各ポートフォリオは当社が選出した10銘柄で構成されるようになります。この10銘柄は、当社のアルゴリズムで抽出した銘柄リストの中から業績をもとに厳選し、投資委員会を経て最終的に決定します。

当初は日本株を中心に展開しながら、先々は海外株式などより多くの金融商品を用いたテーマづくりをしていきます。

テーマ投資は投資家に人気があるのか

――素朴な疑問なのですが、テーマ投資に大きな需要があるのでしょうか。

甲斐:はい。相当強いと思います。たとえば、日本の大手運用会社が提供するロボティクスファンドやAIファンドには、純資産が1,000億円を超えるものがいくつもあります。中には3,000億円を超えているものもあります。以前ほどではないですが、投資信託も常に新規設定はあります。

ただ、比較的短期間に数百億円を集めるのは難しくなってきています。特に、最近の投資信託は信託報酬の安いインデックスファンドに注目が集まりやすいですからね。

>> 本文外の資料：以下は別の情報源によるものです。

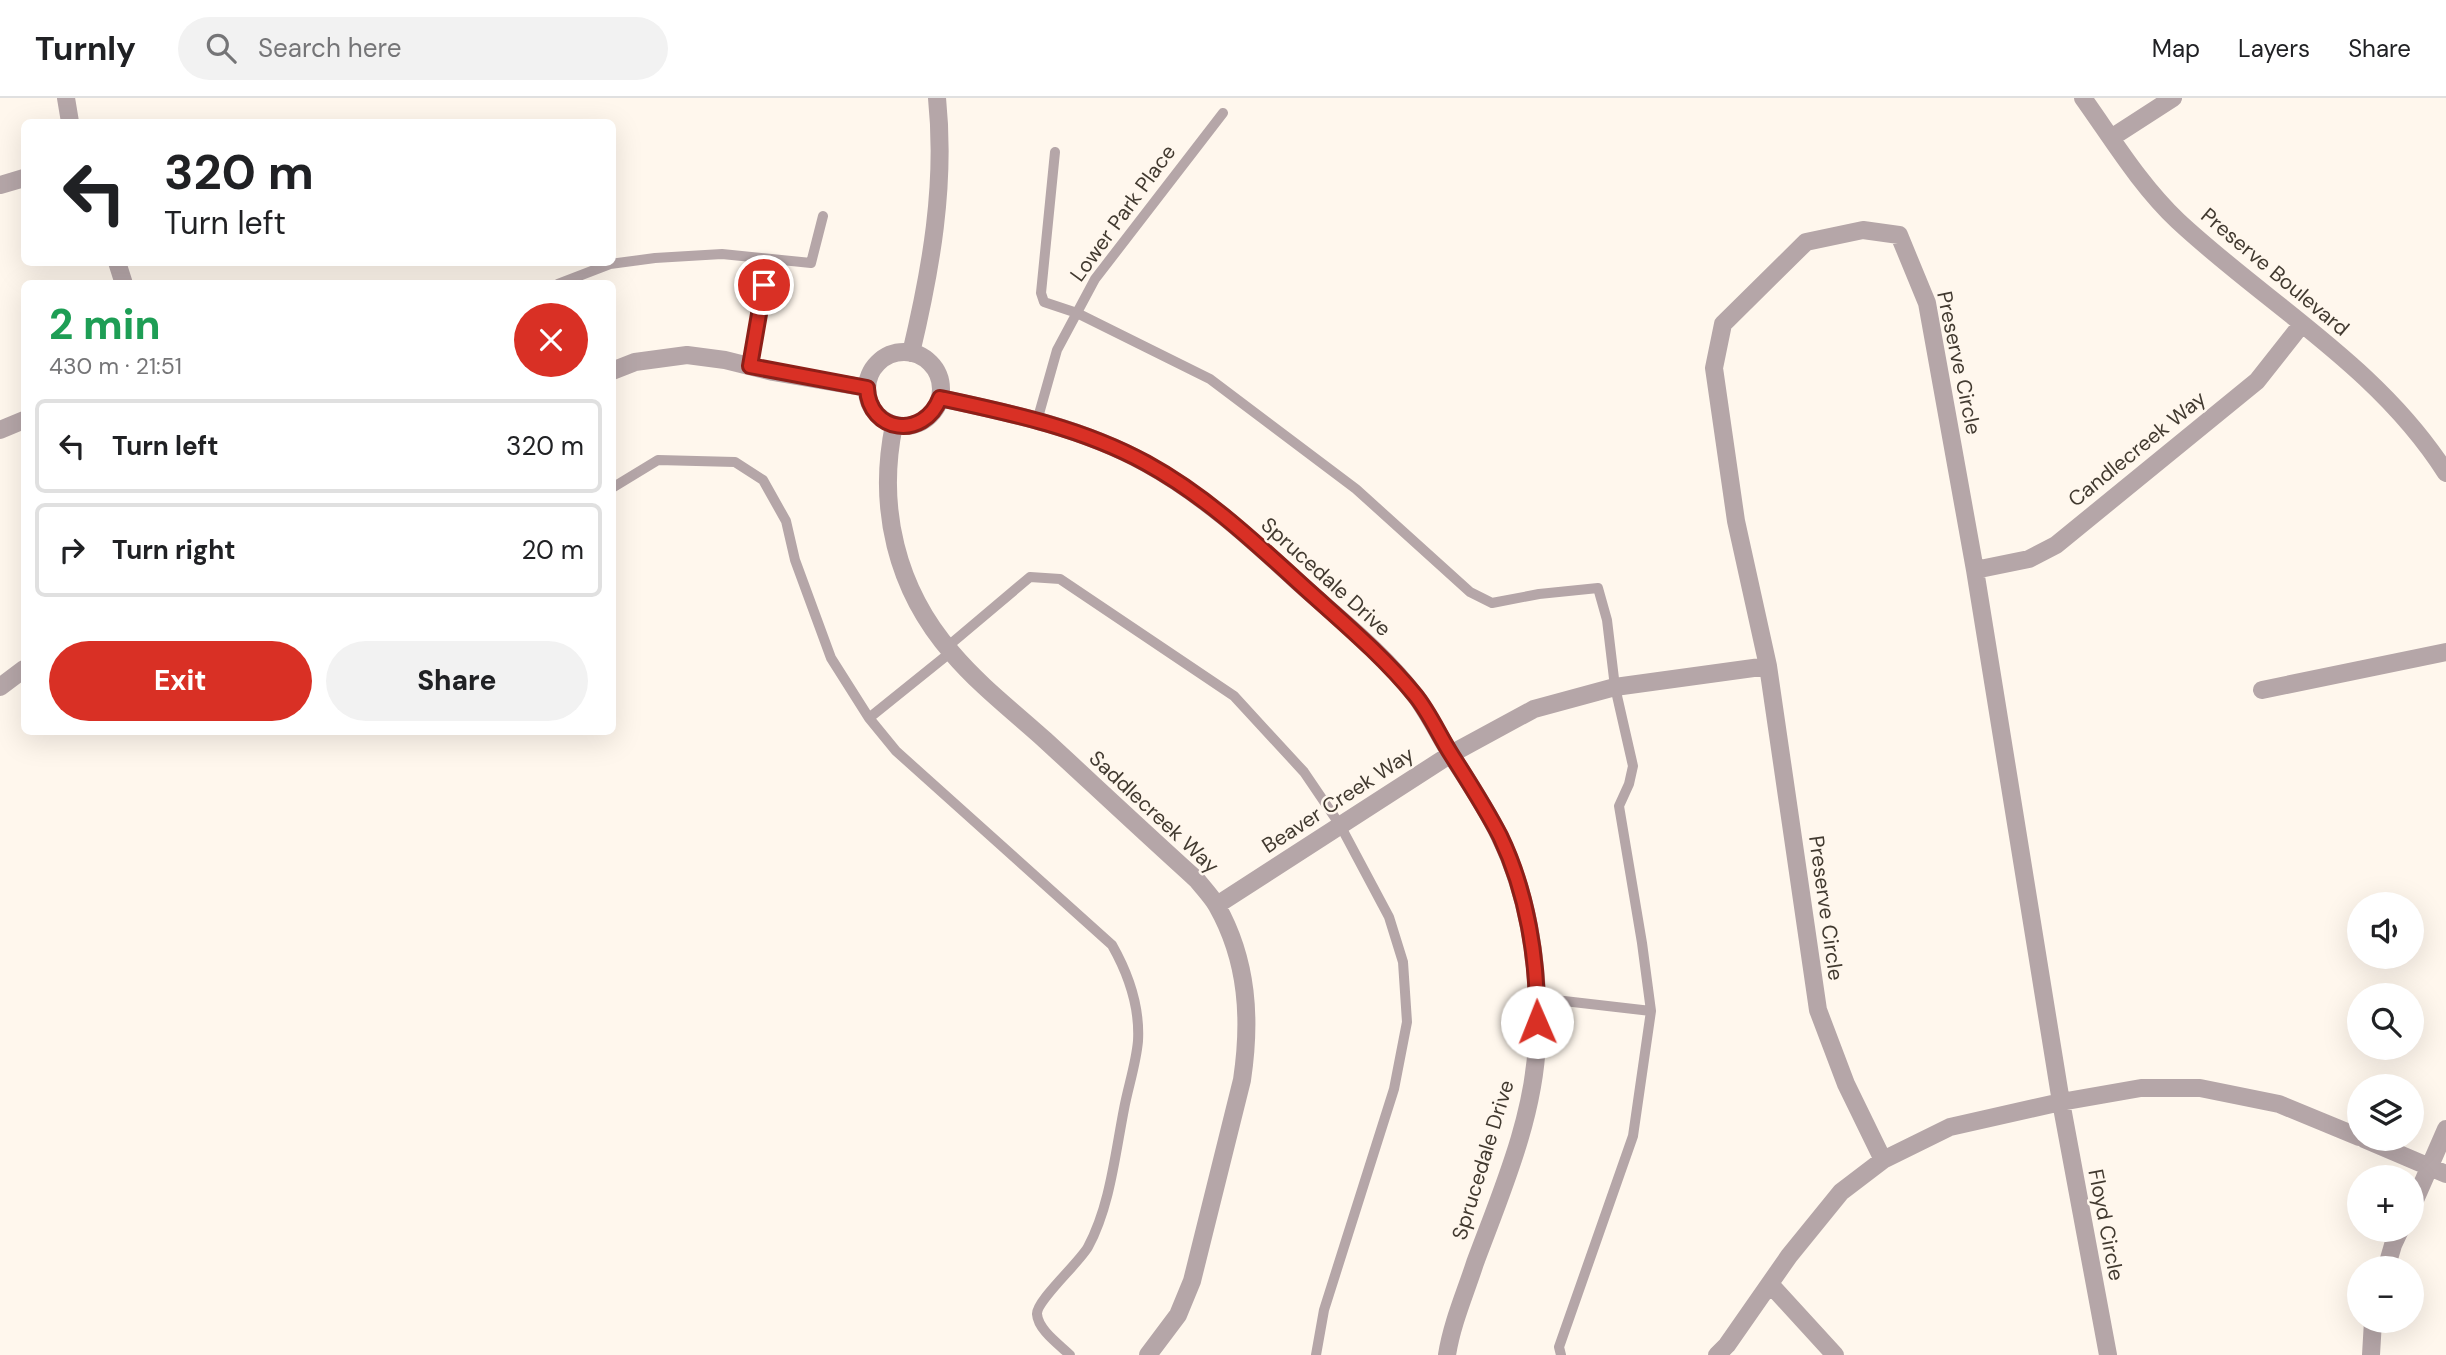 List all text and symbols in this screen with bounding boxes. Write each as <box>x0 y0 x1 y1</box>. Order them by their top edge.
search box <box>178 17 668 80</box>
text: Turnly <box>35 27 136 70</box>
icon: search <box>202 29 240 67</box>
text: Search here <box>258 31 401 65</box>
text: Map <box>2152 33 2200 64</box>
text: Layers <box>2238 33 2310 64</box>
text: Share <box>2348 33 2411 64</box>
street label: Lower Park Place <box>1064 139 1182 287</box>
text: 320 m <box>164 140 314 204</box>
icon: left <box>49 147 140 238</box>
text: Turn left <box>164 202 286 244</box>
street label: Preserve Boulevard <box>2195 202 2355 342</box>
pin <box>734 255 794 315</box>
icon: arrive <box>745 266 783 304</box>
street label: Preserve Circle <box>1930 289 1988 437</box>
text: 2 min <box>49 297 160 352</box>
button: close <box>514 303 588 377</box>
text: 430 m · 21:51 <box>49 351 182 381</box>
street label: Candlecreek Way <box>2062 384 2212 513</box>
icon: left <box>53 427 91 465</box>
text: Turn left <box>112 429 219 463</box>
text: 320 m <box>506 429 584 463</box>
street label: Sprucedale Drive <box>1255 511 1397 643</box>
icon: right <box>53 531 91 569</box>
text: Turn right <box>112 533 236 567</box>
text: 20 m <box>521 533 584 567</box>
button: Exit <box>49 641 312 721</box>
button: Share <box>326 641 588 721</box>
street label: Beaver Creek Way <box>1257 740 1420 860</box>
street label: Saddlecreek Way <box>1083 744 1225 880</box>
street label: Preserve Circle <box>1802 834 1850 982</box>
map controls <box>2347 892 2424 1333</box>
button: sound <box>2347 892 2424 969</box>
button: search <box>2347 983 2424 1060</box>
position arrow <box>1500 985 1574 1059</box>
button: layers <box>2347 1074 2424 1151</box>
street label: Sprucedale Drive <box>1445 1077 1521 1243</box>
button: + <box>2347 1165 2424 1242</box>
street label: Floyd Circle <box>2081 1167 2131 1283</box>
button: − <box>2347 1256 2424 1333</box> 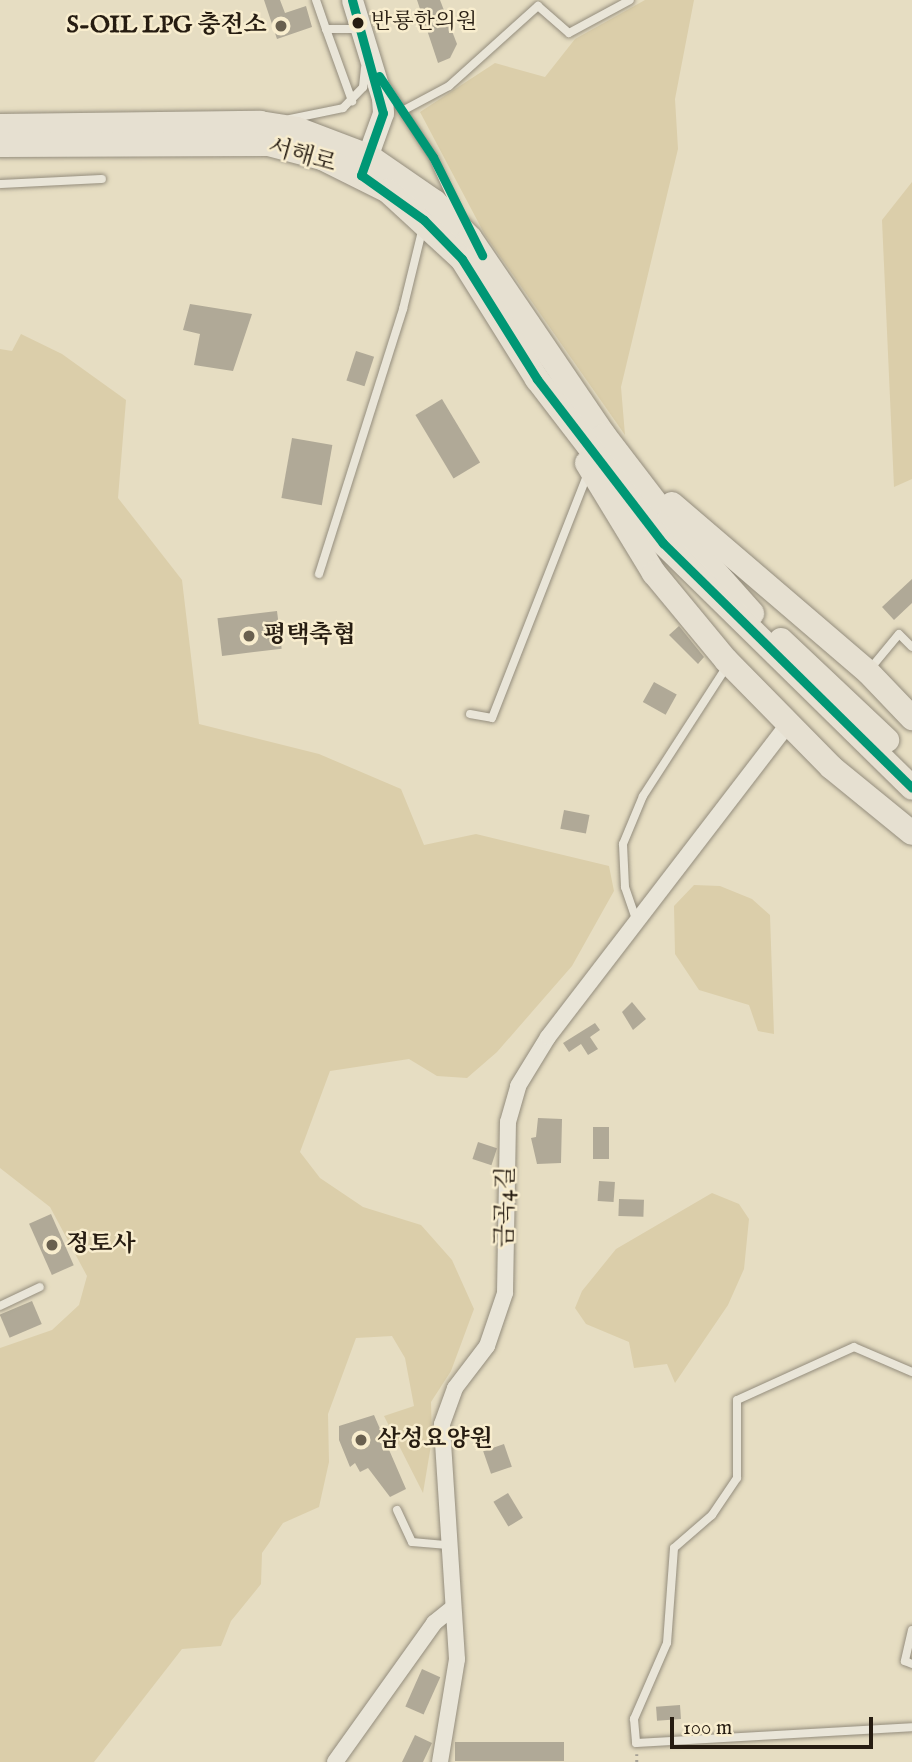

とはいえ、そうしたことを考えても先にお話したテーマによる投資信託の純資産規模を見れば、投資家の熱量が高いことが分かります。それに、定性的な話ですが、株式投資に関する雑誌の特集にはテーマに関するものが非常に多いですよね。これもテーマ投資のニーズを示す一つの証左だと言えるのではないでしょうか。

当社の場合、テーマの品揃えが多いだけではなく、ポートフォリオに含まれる10銘柄も上級者向けに購入比率を変えられるようにしています。したがって、テーマだけではなく、個別の銘柄に思い入れがある場合にはその銘柄の成長も楽しんでいただくことができます。

テーマ投資の投資妙味

――そもそもの話で恐縮ですが、テーマ投資は儲かるんでしょうか。

甲斐:その時々の相場環境に依存するところも大きいので一概には言えませんが、一般的にテーマ投資のパフォーマンスは、テーマとしてのトレンドの強さと、そこに含まれる個別銘柄のパフォーマンスに依存します。

私たちは、テーマが期待されている背景などにも留意しながらテーマを選別していますし、各テーマを構成する10銘柄もしっかりと各社の業績を精査したうえで厳選しています。

テーマ投資は長期投資に向かないという話がありますが、それはアクティブ投資信託の運用手数料が比較的高めに設定されているという理由が大きいと思います。

しかし、私たちのテーマ投資はあくまで「個別株式のまとめ買い」なので、運用手数料は一切いただきません。他の証券会社と同様に、売買手数料のみをいただくという形を取っています。ですので、比較的長期的に保有しながらアクティブ投資を楽しめるんです。

さらに、まだアイデアベースではありますが、世界の著名投資家が勝ち続けているポートフォリオに倣うという投資のアプローチも考えています。当社ではこうしたアプローチも一つのテーマとして考えています。

たとえば、世界で最も有名な投資家であるウォーレン・バフェットは、自身が経営する保険会社バークシャー・ハサウェイのアニュアルレポートに投資をする際に注目すべきポイントを書いています。そうした投資基準に基づいて、日本株で「もしもバフェットが日本株に投資をしたら」というポートフォリオを構成すると面白そうですね。

フォリオは誰にとってのサービスなのか

――最後になりますが、今後どのようなユーザーにフォリオのサービスを使ってもらいたいのでしょうか。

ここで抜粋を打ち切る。